## HOW TO COMPLETE THIS TASK:
Pictures are not part of the copy; reproduce the remaining data exactly.

═══ INFORMATION SHOWN ═══

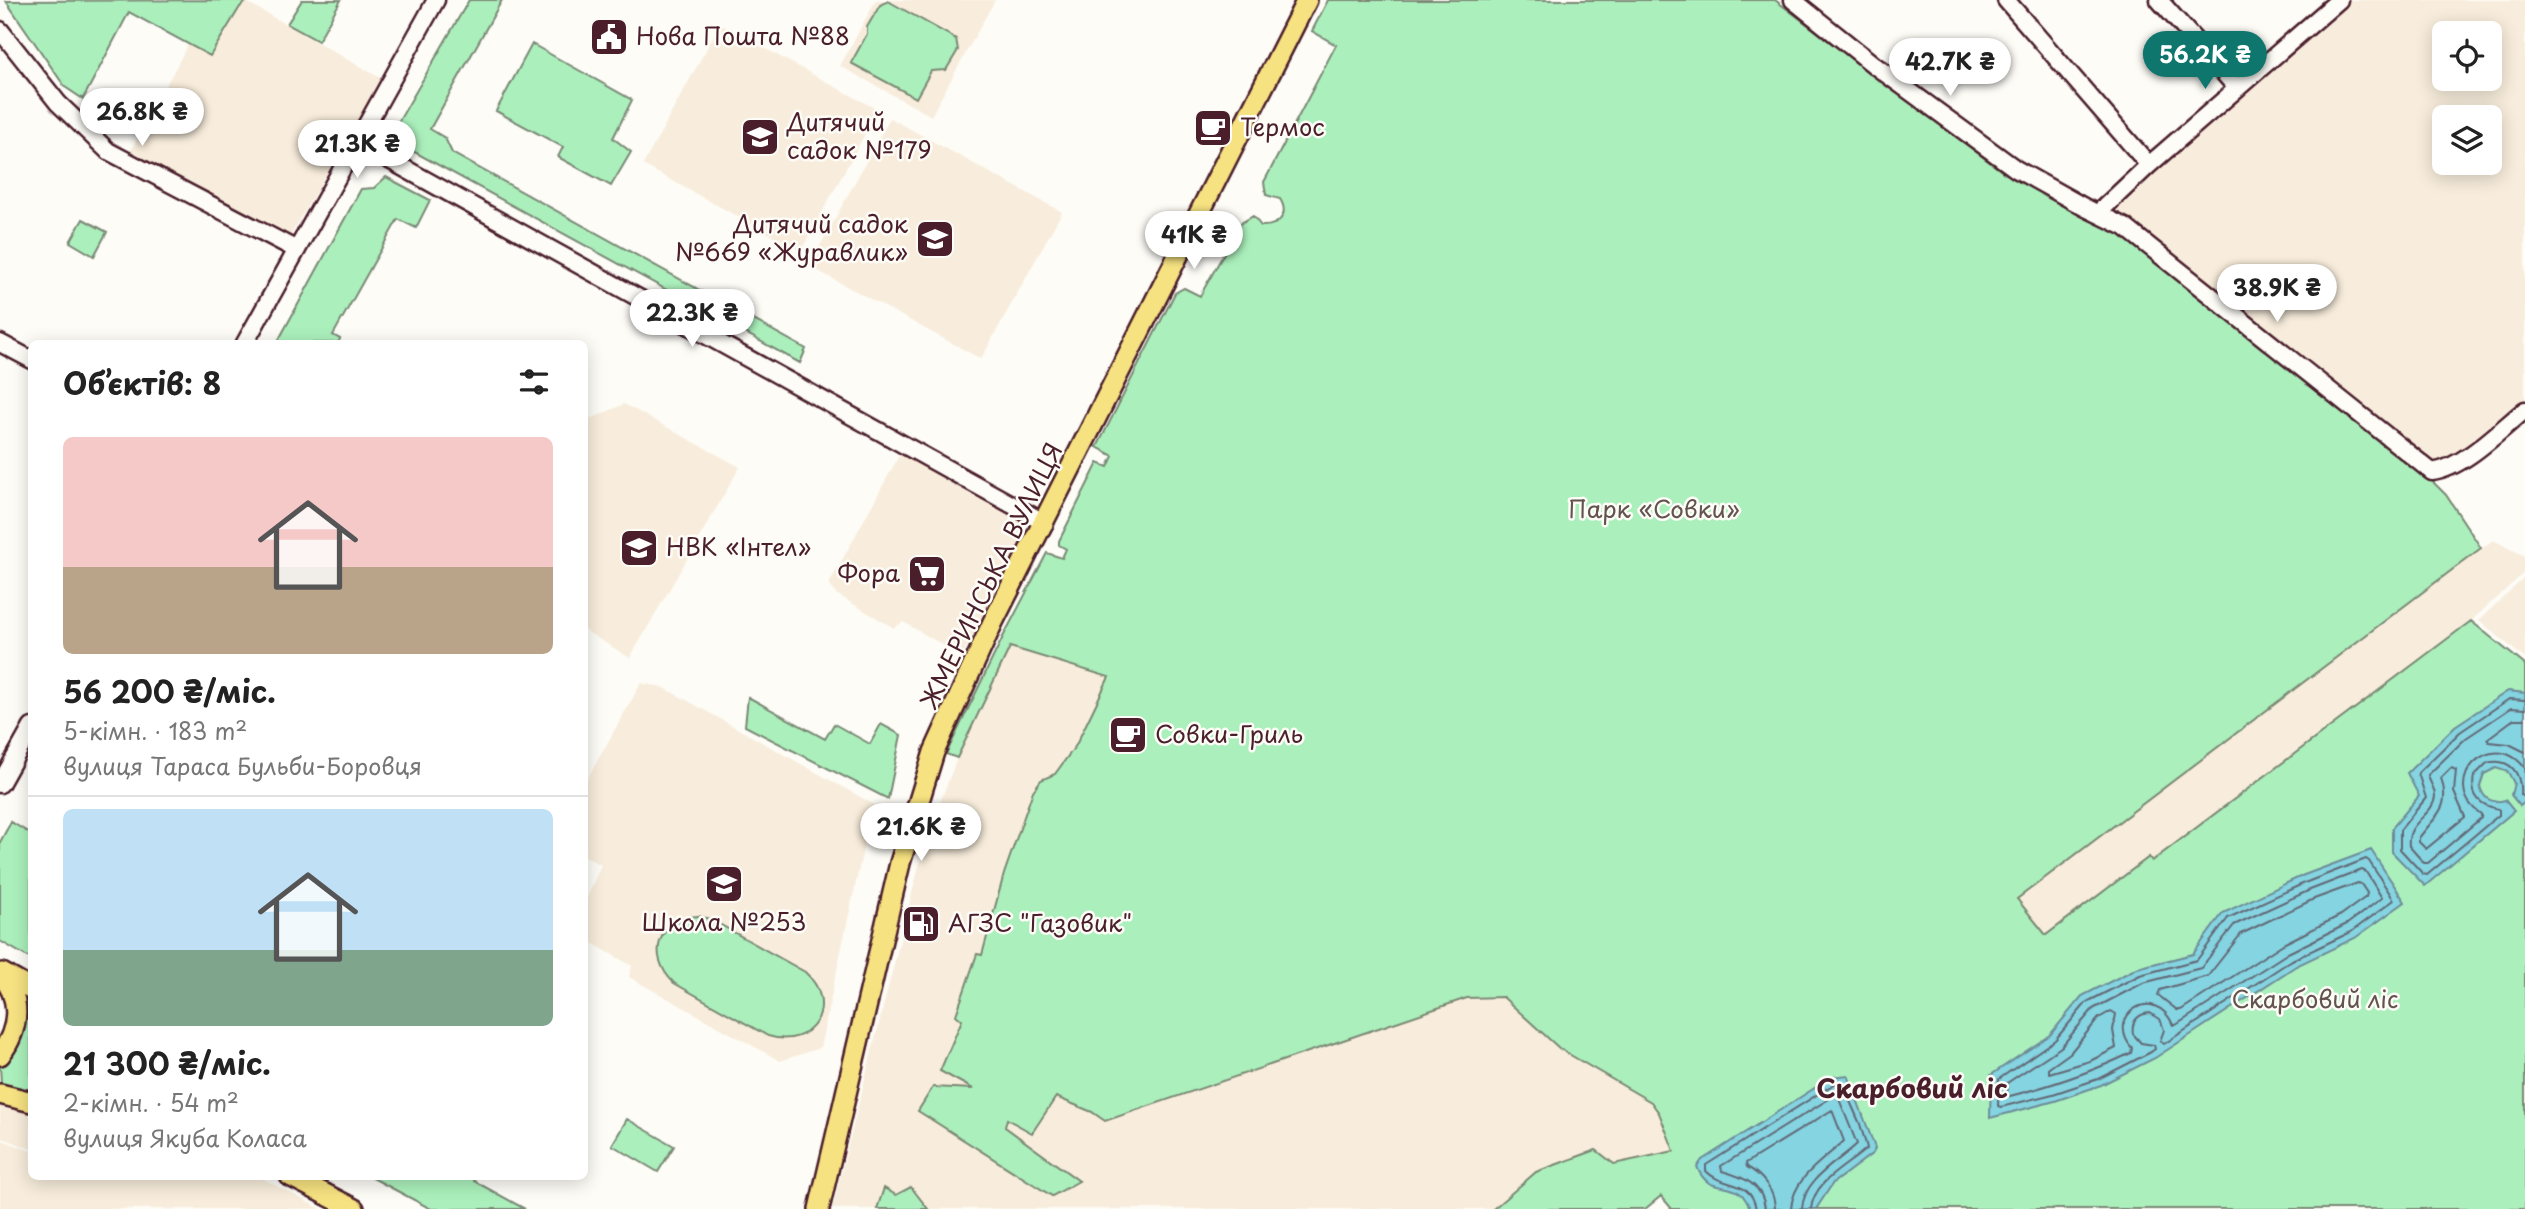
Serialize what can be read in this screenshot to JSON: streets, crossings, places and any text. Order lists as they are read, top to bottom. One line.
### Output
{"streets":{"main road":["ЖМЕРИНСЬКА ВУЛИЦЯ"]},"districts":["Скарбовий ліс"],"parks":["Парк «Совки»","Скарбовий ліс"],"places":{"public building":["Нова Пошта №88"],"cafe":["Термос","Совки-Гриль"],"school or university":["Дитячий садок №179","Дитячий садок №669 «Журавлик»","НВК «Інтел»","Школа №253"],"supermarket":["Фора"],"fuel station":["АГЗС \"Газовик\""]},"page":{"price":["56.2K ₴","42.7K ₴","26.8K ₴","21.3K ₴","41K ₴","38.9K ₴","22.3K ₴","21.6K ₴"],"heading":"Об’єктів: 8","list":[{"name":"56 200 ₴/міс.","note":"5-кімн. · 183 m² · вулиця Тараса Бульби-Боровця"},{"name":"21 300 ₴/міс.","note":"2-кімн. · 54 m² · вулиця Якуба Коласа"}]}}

═══

## REPLY TO THE TASK:
Serialize what can be read in this screenshot to JSON: streets, crossings, places and any text. Order lists as they are read, top to bottom. One line.
### Output
{"streets":{"main road":["ЖМЕРИНСЬКА ВУЛИЦЯ"]},"districts":["Скарбовий ліс"],"parks":["Парк «Совки»","Скарбовий ліс"],"places":{"public building":["Нова Пошта №88"],"cafe":["Термос","Совки-Гриль"],"school or university":["Дитячий садок №179","Дитячий садок №669 «Журавлик»","НВК «Інтел»","Школа №253"],"supermarket":["Фора"],"fuel station":["АГЗС \"Газовик\""]},"page":{"price":["56.2K ₴","42.7K ₴","26.8K ₴","21.3K ₴","41K ₴","38.9K ₴","22.3K ₴","21.6K ₴"],"heading":"Об’єктів: 8","list":[{"name":"56 200 ₴/міс.","note":"5-кімн. · 183 m² · вулиця Тараса Бульби-Боровця"},{"name":"21 300 ₴/міс.","note":"2-кімн. · 54 m² · вулиця Якуба Коласа"}]}}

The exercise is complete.